_PROMPT_
Which lines in the data contain the word "above"? Please copy each of them.

[Dataset items]

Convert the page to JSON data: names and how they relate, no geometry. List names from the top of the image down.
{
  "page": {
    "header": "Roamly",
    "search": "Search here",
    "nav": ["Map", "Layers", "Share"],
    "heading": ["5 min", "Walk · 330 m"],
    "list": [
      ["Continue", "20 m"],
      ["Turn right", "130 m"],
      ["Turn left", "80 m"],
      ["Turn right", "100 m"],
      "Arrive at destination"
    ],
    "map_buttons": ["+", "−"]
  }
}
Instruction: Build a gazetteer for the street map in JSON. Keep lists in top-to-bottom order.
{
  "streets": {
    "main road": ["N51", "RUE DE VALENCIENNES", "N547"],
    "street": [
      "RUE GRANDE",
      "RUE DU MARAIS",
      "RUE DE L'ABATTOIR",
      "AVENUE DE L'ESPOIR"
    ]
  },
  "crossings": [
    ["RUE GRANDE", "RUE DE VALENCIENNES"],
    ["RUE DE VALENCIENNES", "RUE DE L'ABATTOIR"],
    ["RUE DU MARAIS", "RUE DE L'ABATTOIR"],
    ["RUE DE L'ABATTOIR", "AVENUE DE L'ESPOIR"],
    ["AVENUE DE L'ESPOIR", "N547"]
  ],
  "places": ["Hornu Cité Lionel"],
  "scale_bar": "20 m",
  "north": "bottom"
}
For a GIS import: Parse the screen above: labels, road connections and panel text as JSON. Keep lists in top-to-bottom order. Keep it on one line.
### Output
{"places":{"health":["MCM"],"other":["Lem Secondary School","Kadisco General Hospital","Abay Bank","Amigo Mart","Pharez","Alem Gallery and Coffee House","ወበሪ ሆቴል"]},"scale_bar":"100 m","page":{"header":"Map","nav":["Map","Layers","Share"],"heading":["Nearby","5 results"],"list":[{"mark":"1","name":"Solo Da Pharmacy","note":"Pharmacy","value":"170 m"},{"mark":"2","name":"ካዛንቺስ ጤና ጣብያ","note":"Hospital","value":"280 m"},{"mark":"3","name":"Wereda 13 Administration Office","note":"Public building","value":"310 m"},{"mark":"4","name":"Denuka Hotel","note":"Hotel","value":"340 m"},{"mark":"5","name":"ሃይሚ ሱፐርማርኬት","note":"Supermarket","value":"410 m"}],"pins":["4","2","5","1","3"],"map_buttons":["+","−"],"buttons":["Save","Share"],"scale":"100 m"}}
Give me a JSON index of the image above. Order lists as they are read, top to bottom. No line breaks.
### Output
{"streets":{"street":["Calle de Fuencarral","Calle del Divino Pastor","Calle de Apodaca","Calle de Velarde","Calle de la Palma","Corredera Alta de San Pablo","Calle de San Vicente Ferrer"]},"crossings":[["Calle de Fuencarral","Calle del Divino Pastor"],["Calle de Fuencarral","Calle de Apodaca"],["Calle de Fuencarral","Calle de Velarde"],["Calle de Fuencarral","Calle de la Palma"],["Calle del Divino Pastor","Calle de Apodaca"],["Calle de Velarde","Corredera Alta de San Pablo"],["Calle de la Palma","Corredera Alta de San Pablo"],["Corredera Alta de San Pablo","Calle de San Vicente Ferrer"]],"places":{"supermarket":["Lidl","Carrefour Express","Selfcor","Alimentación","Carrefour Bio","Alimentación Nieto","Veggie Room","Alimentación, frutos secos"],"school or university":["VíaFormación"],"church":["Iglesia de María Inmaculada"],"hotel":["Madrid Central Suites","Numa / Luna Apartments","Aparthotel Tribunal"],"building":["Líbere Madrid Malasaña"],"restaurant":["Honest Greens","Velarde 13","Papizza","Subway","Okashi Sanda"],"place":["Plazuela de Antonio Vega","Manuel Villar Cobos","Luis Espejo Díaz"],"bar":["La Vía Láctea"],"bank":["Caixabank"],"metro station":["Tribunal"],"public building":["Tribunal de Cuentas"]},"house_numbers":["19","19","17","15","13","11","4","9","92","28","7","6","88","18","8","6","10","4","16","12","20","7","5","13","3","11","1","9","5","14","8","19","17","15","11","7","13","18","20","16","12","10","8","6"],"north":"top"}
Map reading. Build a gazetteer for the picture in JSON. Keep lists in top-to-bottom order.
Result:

_RESPONSE AREA_
For a GIS import: Parse the screen above: labels, road connections and panel text as JSON. Keep lists in top-to-bottom order. Keep it on one line.
Give me a JSON index of the image above. Order lists as they are read, top to bottom. No line breaks.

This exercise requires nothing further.